I loved this article on the difficulty of gift-giving. It's a topical topic (heh) for me, since I celebrated my birthday last week with my two best friends, the Guy and Effe, and both of them unknowingly followed Miss Conduct's advice and offered to gift me experiences we could share together.

But even better, their bigger gifts to me was their presence. Effe traveled by bus for 15 hours to get to my city. She planned a ten-day-long visit so we could catch up on two years' of conversation and fun. We're supposed to work during weekdays, but we end up taking long breaks to sit and talk and talking through most of the night so we're groggy and unproductive during the day.

But I have my best friend in my home, and obviously here because she loves me and because it's my birthday, and what can be a better gift that that?


The Guy has been cooking for us and barely lets either of us lift a finger. We sit and talk while delicious meals magically appear. He participates in our conversations when he can, and quietly removes himself to another room when he needs to work. He often gets left out, not intentionally, but he knows what this visit of Effe's means to me, and he doesn't complain.

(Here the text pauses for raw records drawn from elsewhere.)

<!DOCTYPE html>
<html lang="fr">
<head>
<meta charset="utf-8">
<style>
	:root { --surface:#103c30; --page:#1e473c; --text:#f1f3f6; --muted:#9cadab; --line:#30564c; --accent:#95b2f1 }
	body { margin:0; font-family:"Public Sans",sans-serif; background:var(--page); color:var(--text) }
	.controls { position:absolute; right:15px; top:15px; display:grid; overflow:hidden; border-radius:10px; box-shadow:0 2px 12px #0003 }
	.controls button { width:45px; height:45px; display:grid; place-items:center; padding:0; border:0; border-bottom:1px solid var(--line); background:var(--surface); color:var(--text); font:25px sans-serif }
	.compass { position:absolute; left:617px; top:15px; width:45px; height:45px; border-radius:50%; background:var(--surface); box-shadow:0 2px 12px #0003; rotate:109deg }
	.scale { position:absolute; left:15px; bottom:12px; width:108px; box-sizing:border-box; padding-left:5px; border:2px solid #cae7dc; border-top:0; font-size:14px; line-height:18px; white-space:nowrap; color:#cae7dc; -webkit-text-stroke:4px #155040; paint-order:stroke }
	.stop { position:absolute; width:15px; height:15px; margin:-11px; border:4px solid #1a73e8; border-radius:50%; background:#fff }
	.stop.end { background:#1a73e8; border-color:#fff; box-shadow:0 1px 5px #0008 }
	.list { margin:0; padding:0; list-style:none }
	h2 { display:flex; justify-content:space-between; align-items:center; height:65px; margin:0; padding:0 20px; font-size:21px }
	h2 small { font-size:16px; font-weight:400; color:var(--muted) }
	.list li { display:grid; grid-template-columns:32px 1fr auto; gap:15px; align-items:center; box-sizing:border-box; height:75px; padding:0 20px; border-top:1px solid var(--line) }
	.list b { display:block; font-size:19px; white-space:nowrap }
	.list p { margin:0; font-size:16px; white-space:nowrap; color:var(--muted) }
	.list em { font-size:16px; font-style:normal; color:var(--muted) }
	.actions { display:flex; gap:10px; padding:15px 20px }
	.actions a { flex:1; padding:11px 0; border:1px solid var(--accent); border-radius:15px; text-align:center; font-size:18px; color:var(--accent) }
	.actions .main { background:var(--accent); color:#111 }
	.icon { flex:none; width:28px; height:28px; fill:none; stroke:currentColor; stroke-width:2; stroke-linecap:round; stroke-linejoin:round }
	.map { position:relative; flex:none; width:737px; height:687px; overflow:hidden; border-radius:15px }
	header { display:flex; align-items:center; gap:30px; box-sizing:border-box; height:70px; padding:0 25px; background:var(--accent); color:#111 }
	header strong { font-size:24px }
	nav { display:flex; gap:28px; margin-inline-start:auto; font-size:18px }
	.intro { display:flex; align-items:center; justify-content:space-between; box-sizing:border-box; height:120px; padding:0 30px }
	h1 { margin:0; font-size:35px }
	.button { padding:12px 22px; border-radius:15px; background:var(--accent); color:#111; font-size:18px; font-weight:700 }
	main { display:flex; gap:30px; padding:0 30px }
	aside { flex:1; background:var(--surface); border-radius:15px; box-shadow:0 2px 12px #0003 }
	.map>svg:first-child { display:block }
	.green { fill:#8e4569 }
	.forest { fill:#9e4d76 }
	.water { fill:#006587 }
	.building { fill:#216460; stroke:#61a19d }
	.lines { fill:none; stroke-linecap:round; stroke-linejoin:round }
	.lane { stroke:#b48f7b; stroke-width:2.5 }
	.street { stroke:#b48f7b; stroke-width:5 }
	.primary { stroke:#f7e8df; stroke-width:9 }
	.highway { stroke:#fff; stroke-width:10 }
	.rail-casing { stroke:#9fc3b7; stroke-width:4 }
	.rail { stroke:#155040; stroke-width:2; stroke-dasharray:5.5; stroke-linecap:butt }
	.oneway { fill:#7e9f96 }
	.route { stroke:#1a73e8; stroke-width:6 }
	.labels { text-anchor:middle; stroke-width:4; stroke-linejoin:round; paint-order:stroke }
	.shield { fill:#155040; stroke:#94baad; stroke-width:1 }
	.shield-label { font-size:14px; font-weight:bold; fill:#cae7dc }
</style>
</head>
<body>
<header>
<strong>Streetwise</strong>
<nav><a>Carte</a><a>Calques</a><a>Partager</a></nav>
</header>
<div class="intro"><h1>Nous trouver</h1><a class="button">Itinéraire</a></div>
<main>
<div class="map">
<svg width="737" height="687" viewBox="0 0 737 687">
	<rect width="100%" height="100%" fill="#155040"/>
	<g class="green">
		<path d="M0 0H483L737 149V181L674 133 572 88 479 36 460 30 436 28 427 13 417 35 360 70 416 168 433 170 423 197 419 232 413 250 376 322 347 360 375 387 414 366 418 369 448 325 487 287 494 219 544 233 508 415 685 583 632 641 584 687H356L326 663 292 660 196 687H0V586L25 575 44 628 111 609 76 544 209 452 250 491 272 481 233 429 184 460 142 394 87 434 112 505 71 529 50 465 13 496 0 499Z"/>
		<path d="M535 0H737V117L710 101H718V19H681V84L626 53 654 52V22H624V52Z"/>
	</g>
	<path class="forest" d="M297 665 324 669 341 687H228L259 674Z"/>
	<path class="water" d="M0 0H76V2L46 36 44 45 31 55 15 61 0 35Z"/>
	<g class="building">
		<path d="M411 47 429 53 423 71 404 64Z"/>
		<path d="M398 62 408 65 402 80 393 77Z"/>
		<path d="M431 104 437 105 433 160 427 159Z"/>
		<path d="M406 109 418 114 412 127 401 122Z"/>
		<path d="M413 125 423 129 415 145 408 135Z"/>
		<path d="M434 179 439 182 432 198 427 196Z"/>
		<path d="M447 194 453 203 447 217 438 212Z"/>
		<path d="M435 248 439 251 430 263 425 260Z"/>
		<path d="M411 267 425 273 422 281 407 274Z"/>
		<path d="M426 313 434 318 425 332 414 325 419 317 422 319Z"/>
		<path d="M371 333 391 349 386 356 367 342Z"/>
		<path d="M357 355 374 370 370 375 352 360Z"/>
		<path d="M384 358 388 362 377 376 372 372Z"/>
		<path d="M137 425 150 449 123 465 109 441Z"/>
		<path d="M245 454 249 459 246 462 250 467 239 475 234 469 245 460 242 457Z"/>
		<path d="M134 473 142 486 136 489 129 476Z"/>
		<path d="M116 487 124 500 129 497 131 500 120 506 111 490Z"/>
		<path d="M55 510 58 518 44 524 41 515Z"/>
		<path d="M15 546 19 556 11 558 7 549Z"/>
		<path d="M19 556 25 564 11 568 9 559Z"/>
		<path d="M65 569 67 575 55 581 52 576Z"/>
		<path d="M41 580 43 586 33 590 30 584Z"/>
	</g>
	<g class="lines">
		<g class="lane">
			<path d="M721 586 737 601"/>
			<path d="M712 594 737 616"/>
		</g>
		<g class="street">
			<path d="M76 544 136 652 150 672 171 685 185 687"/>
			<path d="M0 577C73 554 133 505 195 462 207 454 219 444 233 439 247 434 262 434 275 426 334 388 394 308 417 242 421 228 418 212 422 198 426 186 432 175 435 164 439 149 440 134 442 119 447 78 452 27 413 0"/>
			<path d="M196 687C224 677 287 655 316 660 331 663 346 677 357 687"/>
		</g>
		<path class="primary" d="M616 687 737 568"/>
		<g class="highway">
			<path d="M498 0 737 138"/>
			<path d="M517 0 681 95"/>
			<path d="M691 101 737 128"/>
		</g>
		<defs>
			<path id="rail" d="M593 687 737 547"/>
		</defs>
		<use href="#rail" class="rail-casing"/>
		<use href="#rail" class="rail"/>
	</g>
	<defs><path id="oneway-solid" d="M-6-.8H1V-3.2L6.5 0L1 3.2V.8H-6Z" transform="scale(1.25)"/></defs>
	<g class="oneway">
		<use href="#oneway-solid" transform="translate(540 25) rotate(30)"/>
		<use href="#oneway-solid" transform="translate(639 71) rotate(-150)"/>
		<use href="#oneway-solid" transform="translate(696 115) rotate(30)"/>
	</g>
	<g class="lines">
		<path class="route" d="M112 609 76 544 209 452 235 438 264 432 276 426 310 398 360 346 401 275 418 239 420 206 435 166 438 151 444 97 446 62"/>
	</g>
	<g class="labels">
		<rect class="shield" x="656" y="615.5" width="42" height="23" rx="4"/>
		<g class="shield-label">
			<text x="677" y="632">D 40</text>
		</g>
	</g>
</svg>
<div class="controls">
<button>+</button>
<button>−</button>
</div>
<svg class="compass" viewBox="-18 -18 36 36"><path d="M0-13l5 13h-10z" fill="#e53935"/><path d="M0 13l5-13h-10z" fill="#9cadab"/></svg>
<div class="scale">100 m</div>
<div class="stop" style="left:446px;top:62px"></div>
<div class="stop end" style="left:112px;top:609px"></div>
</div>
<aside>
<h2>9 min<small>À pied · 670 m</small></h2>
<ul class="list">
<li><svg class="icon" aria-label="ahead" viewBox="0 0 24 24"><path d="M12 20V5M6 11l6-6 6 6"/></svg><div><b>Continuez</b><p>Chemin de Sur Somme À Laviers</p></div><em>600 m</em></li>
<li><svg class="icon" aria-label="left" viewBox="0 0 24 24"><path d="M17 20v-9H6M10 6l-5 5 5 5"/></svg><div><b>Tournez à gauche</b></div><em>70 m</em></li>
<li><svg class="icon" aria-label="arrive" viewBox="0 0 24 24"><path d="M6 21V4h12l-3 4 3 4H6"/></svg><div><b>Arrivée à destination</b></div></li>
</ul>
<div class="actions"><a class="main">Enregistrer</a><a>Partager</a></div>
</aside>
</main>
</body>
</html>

And again, what can be a better gift?

Let's end with me. Effe mentioned, during the course of one of our long conversations about old times, how I used to love giving people thoughtful, careful gifts. We were in college then, and I earned a few hundred rupees a month by tutoring, and I'd take buses and walk and eat samosa for lunch because that's all I could afford. But I gave nice, thoughtful, though not extravagant, gifts to people I cared for.

I was a little surprised when she mentioned it, because I hadn't quite realized it was noticeable. And I don't do it as often anymore. But I still like giving gifts, I like seeing the light in the recipient's eyes as they realize I was listening when they talked of their interests and I got them something they will enjoy.

I like setting aside books for Effe and for other friends, books that I have read and that I think they will like. I love it when Effe gets me something that reminds me again how well she knows me. I have got used to choosing my gift that the Guy then pays for -- because he doesn't do gift-giving in the same way I do, but he does want to give me something I really want.

I am not much of a crafts-artist, but I enjoy embroidery sometimes, and when I gave two friends pieces I created... I hoped they would appreciate them not because they were, or even if they weren't, nice pieces of decor, but because I had thought of the friend while working on her gift and every stitch was evidence of my love and appreciation.

When I give you a gift, I give you a piece of me. My time, my thoughts, my love. Because isn't that what a gift is?